I have a googlesheet where a column may contain no information in it. While iterating through the rows and looking at that column, if the column is blank, it\'s not returni
I've dabbled in Sheetsv4 and this is indeed the behavior when you're reading a range of cells with empty data. It seems this is the way it has been designed. As stated in the Reading data docs:
Empty trailing rows and columns are omitted.
So if you can find a way to write a character that represents 'empty values', like zero, then that will be one way to do it.
If you pull a range from the google sheet API v4 then empty row data IS included if its at the beginning or middle of the selected range. Only cells which have no data at the end of the range are omitted. Using this assumption you can 'fill' the no data cells in your app code.

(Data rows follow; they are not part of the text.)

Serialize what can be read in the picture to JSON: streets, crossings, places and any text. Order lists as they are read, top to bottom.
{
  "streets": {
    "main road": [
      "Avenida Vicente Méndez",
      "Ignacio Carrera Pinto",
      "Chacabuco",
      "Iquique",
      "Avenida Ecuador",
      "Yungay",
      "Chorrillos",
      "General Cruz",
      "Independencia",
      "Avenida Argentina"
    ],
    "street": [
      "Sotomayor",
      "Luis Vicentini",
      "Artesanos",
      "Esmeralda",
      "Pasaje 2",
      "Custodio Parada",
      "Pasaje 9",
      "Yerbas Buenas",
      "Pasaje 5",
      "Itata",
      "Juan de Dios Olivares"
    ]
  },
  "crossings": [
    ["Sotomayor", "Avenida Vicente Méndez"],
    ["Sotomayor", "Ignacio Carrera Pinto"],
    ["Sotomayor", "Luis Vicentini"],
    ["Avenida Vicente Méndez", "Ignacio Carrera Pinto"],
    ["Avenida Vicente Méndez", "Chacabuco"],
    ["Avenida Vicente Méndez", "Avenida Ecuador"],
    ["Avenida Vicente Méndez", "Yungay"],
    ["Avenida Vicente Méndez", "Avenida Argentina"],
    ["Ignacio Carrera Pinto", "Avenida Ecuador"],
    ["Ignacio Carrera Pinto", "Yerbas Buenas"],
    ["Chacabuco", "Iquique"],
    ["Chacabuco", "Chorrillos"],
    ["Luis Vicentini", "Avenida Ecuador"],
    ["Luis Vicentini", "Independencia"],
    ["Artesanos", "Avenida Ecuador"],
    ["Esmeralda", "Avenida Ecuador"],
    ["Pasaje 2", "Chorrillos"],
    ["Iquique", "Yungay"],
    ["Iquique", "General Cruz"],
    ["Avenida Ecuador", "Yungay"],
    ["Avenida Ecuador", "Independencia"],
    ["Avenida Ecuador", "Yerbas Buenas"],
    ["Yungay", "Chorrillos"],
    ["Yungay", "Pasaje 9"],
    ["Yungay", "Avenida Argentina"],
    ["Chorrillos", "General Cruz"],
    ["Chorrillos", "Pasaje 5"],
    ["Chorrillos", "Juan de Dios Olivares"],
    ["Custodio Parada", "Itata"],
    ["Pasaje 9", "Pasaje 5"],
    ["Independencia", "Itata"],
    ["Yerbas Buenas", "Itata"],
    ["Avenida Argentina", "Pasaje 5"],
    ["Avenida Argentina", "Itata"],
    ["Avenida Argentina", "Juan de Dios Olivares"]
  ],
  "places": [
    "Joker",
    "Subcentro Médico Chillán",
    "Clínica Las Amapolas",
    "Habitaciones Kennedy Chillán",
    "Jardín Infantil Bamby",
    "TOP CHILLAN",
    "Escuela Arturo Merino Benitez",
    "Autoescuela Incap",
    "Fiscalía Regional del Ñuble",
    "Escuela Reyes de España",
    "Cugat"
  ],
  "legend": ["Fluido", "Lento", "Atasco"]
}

For instance if you selected A1:A5 and A1 has no value it will still be returned in row data as {}
.
If A5 is missing then you'll have an array of length 4 and so know to fill the empty A5. If A4 & A5 are empty then you'll have an array of length 3 and so on.
If none of the range contains data then you'll receive an empty object.
The way I solved this issue was converting the values into a Pandas dataframe. I fetched the particular columns that I wanted in my Google Sheets, then converted those values into a Pandas dataframe. Once I converted my dataset into a Pandas dataframe, I did some data formatting, then converted the dataframe back into a list. By converting the list to a Pandas dataframe, each column is preserved. Pandas already creates null values for empty trailing rows and columns. However, I needed to also convert the non trailing rows with null values to keep consistency.
# Authenticate and create the service for the Google Sheets API
credentials = ServiceAccountCredentials.from_json_keyfile_name(KEY_FILE_LOCATION, SCOPES)
http = credentials.authorize(Http())
discoveryUrl = ('https://sheets.googleapis.com/$discovery/rest?version=v4')
service = discovery.build('sheets', 'v4',
http=http,discoveryServiceUrl=discoveryUrl)
spreadsheetId = 'id of your sheet'
rangeName = 'range of your dataset'
result = service.spreadsheets().values().get(
spreadsheetId=spreadsheetId, range=rangeName).execute()
values = result.get('values', [])
#convert values into dataframe
df = pd.DataFrame(values)
#replace all non trailing blank values created by Google Sheets API
#with null values
df_replace = df.replace([''], [None])
#convert back to list to insert into Redshift
processed_dataset = df_replace.values.tolist()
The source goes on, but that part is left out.